Problem statement → Take every line in the entries that includes the word "minor" and copy it.

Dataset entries

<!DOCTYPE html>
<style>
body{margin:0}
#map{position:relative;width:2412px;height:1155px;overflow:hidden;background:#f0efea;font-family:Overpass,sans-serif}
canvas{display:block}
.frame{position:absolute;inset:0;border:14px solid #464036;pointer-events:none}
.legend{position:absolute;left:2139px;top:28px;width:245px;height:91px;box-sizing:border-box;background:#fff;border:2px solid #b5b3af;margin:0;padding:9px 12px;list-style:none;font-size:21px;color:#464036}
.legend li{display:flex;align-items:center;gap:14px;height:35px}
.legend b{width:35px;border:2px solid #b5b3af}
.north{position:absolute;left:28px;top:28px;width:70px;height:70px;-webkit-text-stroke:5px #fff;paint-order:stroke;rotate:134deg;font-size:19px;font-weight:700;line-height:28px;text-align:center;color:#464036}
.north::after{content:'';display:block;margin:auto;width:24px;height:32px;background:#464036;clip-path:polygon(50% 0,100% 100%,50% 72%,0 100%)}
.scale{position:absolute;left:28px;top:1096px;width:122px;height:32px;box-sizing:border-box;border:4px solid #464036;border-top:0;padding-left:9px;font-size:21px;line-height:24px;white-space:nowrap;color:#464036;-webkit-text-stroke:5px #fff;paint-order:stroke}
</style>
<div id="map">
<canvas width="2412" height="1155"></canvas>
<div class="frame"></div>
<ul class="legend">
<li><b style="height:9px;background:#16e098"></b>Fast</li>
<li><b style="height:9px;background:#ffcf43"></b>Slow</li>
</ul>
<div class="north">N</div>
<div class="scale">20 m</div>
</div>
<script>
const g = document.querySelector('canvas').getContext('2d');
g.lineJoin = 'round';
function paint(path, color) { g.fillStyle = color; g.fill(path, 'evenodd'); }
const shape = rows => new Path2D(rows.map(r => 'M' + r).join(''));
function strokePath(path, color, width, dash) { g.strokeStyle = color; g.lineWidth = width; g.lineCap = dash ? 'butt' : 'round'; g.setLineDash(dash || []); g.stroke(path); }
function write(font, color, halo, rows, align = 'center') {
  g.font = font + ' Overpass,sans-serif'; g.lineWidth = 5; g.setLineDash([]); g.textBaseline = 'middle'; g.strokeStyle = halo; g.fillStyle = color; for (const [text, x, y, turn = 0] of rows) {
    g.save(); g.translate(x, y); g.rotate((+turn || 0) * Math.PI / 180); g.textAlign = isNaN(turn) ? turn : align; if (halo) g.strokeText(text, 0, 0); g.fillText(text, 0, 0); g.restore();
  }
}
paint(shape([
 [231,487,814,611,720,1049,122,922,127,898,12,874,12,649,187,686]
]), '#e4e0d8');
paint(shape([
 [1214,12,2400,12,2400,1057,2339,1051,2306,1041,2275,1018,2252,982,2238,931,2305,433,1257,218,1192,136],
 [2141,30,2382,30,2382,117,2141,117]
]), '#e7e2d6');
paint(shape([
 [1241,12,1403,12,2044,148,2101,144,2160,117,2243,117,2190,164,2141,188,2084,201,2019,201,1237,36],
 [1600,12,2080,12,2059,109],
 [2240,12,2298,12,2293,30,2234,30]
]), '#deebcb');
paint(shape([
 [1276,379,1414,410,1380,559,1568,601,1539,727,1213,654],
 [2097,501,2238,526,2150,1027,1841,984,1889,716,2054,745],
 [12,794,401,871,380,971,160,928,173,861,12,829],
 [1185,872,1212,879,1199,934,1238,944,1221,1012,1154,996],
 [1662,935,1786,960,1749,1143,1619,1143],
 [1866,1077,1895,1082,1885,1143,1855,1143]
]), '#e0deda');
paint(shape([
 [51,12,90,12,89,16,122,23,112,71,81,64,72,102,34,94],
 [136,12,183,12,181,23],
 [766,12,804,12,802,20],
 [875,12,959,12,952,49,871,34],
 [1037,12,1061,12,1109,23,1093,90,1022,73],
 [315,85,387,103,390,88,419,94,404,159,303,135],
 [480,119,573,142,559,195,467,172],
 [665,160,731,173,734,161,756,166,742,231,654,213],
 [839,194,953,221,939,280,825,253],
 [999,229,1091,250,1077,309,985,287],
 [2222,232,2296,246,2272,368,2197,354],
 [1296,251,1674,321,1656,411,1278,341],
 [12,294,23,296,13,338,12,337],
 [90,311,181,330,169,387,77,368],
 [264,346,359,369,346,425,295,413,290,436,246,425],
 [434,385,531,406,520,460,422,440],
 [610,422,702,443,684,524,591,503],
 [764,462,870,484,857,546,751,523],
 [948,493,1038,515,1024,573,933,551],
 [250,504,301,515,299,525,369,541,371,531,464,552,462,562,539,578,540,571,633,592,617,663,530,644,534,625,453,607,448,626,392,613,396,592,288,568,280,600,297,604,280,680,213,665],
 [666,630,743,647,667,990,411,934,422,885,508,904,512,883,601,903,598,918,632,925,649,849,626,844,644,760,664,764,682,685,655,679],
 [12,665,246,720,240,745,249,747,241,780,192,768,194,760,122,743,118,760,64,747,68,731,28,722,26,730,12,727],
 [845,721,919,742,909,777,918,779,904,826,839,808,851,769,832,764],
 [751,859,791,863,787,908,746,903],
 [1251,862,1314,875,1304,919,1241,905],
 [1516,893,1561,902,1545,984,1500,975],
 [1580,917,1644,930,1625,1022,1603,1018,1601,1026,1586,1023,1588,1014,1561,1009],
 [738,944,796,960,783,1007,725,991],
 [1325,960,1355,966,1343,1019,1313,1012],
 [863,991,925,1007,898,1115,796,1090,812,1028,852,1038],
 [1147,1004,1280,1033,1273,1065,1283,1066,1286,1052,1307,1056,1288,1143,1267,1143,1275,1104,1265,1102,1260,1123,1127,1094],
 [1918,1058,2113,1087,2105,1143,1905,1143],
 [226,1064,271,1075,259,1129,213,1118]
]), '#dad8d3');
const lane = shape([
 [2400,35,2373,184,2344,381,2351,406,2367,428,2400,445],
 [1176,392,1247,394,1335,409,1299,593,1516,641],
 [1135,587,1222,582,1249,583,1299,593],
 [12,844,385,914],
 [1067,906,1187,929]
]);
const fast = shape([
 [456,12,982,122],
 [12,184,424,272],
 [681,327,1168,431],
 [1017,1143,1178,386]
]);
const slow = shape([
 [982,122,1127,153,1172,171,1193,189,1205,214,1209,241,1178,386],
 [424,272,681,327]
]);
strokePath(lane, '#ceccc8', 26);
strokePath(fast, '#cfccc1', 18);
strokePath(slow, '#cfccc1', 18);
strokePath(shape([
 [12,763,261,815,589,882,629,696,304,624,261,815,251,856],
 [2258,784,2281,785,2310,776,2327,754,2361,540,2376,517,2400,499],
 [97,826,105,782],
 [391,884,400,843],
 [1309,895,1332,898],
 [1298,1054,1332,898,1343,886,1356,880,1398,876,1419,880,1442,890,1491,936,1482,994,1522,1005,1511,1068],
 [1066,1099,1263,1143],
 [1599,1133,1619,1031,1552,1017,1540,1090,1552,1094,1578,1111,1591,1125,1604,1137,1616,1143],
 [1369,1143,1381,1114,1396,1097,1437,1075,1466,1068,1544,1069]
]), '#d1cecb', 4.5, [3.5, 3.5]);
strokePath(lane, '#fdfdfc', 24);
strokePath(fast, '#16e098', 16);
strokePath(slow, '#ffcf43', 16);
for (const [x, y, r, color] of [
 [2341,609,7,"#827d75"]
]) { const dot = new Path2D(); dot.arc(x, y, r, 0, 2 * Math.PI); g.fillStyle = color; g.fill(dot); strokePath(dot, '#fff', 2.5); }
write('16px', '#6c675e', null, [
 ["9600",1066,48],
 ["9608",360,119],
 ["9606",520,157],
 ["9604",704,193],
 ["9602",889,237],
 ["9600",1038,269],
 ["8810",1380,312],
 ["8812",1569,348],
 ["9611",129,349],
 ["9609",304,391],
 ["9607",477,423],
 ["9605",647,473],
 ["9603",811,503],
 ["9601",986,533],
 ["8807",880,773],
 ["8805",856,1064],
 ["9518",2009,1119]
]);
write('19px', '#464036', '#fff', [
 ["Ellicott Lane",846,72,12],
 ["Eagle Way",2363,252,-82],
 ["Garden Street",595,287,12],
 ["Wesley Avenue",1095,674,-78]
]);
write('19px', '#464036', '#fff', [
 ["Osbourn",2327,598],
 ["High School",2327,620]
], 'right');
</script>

==

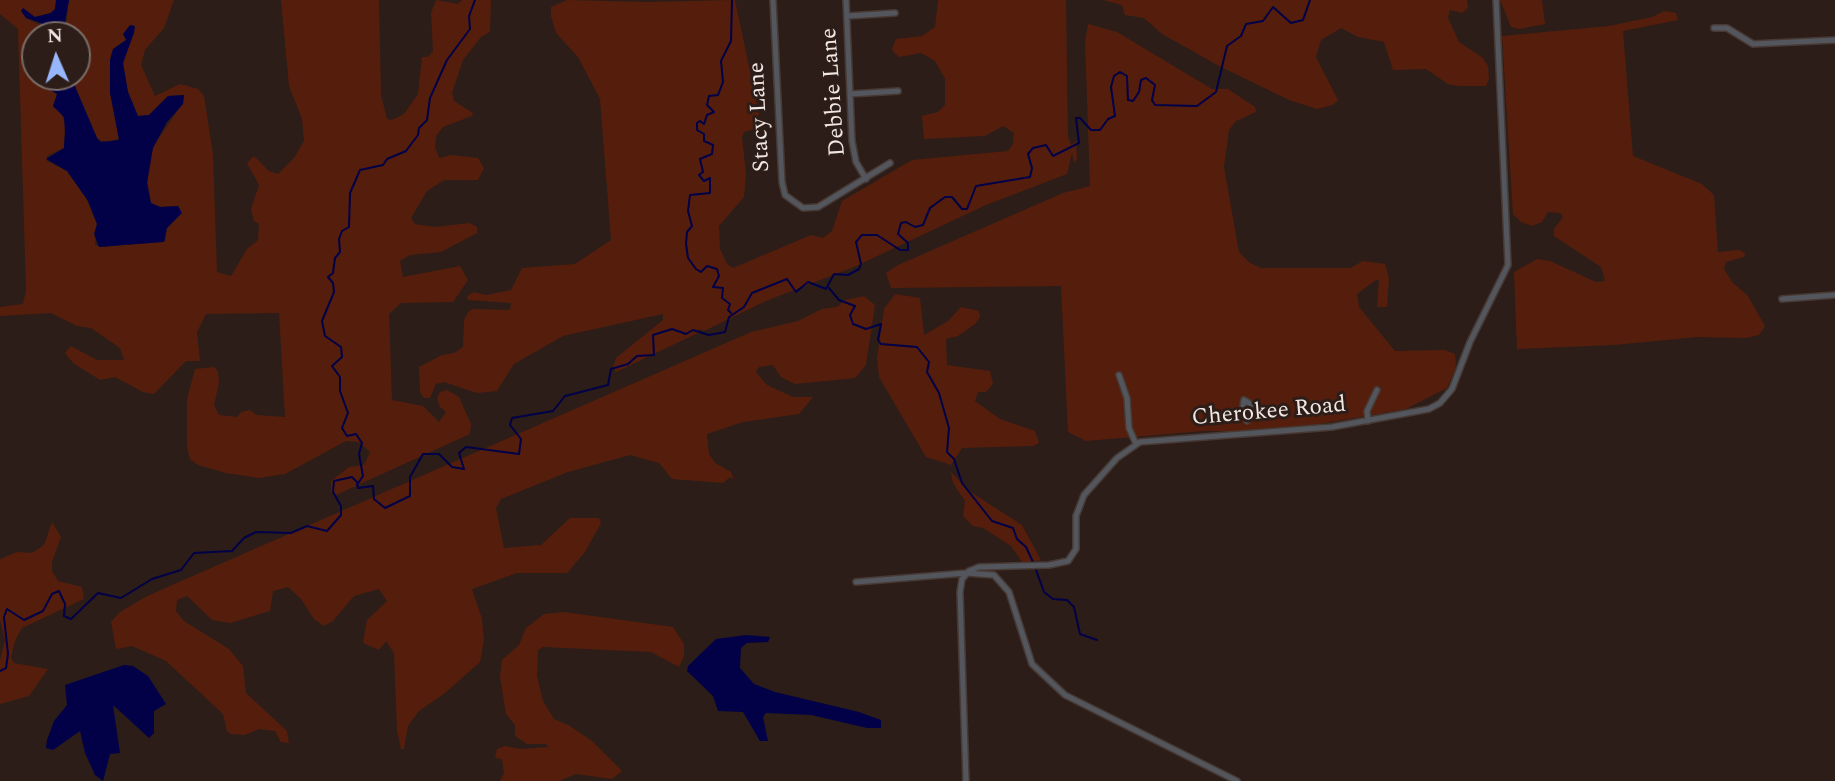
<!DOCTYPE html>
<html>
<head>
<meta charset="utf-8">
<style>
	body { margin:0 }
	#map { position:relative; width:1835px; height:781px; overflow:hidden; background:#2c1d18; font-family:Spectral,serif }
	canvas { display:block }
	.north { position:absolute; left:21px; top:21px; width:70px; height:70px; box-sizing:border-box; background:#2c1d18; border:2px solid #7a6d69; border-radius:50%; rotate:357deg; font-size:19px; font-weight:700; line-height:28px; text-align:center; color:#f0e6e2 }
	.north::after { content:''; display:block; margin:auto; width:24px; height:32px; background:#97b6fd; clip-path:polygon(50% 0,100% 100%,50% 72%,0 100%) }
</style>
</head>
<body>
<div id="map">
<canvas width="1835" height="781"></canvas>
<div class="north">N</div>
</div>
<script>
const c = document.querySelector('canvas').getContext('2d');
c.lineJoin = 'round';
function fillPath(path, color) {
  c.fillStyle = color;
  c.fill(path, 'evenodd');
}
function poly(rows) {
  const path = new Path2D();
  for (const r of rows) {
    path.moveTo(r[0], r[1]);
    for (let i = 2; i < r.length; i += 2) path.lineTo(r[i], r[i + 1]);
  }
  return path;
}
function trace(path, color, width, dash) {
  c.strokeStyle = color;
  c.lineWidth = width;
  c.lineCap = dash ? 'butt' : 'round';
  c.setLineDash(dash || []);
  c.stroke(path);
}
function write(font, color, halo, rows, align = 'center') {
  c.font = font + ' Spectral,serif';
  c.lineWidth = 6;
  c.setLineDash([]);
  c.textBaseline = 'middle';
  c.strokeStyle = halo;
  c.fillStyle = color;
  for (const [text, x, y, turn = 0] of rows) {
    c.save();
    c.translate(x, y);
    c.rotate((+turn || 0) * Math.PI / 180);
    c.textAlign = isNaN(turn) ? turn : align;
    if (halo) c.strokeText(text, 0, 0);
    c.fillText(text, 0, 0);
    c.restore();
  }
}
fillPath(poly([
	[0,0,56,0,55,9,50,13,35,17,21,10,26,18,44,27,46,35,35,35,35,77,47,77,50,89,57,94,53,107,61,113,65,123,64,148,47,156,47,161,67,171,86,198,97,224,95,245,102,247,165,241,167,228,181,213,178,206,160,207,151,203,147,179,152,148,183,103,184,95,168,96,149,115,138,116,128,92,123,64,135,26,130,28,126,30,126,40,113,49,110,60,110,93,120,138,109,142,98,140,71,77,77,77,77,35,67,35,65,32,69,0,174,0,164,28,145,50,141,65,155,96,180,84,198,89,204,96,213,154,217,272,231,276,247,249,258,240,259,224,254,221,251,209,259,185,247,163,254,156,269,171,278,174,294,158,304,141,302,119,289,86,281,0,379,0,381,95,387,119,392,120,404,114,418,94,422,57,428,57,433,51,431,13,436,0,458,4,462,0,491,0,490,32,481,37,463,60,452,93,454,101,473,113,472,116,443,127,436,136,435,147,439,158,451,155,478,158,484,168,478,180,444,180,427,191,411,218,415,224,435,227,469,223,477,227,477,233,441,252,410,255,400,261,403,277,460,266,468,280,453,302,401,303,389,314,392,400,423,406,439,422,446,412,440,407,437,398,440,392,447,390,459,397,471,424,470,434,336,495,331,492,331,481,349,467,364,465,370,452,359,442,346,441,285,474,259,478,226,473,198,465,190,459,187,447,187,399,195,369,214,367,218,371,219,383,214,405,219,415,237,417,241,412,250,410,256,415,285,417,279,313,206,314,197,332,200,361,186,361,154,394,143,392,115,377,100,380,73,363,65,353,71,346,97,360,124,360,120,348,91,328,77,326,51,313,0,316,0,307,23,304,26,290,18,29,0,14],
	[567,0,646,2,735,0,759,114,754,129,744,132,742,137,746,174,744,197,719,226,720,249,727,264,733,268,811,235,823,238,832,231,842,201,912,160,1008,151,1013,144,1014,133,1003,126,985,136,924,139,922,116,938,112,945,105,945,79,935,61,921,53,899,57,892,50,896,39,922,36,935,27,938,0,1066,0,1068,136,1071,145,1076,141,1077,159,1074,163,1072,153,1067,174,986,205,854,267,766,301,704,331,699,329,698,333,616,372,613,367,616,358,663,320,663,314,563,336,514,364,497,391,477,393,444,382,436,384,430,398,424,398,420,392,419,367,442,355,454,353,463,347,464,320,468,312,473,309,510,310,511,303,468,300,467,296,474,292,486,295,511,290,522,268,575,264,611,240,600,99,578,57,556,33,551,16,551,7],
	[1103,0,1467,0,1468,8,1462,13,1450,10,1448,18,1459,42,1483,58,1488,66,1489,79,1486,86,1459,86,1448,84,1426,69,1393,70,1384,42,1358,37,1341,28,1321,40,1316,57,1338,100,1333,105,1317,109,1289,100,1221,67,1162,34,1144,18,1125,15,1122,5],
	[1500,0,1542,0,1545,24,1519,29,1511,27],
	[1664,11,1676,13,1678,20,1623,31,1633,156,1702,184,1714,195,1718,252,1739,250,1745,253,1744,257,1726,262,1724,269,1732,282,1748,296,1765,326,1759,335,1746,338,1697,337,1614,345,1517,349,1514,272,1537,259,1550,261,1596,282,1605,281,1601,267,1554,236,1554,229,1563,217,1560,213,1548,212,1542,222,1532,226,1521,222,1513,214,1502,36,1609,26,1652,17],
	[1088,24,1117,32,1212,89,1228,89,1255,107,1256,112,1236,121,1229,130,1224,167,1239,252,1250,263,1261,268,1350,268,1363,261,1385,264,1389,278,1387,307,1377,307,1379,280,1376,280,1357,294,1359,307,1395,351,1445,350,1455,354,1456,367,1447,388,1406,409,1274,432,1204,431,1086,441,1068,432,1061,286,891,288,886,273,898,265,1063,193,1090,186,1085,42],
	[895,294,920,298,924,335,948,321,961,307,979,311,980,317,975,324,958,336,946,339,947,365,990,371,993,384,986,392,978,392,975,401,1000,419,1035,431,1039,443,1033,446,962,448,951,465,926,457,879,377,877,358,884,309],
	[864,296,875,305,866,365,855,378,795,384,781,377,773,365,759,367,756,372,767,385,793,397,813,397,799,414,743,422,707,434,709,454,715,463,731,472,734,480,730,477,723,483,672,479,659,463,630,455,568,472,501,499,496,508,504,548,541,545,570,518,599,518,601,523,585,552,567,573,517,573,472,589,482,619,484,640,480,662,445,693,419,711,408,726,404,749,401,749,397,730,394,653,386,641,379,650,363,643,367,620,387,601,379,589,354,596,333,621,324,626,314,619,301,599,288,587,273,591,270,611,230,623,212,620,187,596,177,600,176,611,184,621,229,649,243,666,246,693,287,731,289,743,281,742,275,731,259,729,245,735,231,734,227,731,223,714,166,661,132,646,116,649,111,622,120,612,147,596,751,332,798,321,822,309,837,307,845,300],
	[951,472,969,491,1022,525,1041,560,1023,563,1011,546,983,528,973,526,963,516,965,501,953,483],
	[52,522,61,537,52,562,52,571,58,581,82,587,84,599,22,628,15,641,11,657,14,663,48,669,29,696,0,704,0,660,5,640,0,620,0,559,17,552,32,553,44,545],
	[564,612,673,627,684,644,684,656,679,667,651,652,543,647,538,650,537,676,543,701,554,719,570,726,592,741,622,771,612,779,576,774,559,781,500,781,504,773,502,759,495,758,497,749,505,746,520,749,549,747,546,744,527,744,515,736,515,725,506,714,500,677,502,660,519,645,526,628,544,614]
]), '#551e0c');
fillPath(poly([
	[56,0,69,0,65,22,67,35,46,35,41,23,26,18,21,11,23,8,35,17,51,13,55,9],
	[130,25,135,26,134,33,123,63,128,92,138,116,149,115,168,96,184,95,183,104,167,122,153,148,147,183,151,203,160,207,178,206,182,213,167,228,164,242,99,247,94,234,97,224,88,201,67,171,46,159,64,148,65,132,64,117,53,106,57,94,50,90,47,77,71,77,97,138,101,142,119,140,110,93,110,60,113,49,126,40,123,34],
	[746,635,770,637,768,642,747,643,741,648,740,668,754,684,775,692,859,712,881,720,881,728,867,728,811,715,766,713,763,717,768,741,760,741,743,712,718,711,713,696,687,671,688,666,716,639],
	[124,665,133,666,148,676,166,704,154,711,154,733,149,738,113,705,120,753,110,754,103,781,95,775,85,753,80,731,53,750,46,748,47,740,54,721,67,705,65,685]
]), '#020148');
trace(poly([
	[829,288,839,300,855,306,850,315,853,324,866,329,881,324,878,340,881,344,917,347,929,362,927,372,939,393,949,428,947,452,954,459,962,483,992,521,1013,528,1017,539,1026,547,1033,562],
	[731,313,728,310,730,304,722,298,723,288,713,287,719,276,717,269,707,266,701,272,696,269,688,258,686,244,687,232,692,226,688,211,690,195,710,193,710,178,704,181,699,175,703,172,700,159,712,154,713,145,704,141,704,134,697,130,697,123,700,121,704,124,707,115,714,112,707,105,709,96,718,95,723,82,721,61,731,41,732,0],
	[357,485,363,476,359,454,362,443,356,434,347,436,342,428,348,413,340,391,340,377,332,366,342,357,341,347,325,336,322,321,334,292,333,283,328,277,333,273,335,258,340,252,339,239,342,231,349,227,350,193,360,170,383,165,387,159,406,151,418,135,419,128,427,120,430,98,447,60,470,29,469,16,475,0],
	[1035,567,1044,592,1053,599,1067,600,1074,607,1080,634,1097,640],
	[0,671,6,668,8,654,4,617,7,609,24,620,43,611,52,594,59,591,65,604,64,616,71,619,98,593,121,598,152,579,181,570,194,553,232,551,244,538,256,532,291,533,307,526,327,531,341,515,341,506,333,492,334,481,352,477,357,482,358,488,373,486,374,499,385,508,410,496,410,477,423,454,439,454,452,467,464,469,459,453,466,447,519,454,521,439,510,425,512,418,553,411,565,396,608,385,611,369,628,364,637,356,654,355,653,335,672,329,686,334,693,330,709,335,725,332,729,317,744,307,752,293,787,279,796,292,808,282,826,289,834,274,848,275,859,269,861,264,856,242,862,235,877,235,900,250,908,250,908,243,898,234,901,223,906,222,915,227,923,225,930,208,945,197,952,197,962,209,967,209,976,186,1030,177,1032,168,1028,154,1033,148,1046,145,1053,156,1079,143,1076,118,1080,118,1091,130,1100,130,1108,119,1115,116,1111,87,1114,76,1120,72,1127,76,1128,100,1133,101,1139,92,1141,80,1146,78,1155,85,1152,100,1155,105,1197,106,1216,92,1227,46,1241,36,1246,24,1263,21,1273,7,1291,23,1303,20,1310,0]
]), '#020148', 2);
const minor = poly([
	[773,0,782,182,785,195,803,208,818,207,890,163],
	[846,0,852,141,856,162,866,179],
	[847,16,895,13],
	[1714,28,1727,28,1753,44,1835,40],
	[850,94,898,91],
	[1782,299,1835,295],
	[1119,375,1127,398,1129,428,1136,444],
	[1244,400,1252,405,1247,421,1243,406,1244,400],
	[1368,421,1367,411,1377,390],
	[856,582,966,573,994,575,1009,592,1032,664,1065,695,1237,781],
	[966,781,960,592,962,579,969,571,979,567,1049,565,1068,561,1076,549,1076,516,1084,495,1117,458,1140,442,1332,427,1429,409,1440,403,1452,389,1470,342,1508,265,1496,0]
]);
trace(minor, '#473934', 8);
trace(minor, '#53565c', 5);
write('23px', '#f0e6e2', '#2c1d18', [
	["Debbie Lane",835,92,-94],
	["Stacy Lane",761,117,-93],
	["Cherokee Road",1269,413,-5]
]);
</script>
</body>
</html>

Written response →
const minor = poly([
trace(minor, '#473934', 8);
trace(minor, '#53565c', 5);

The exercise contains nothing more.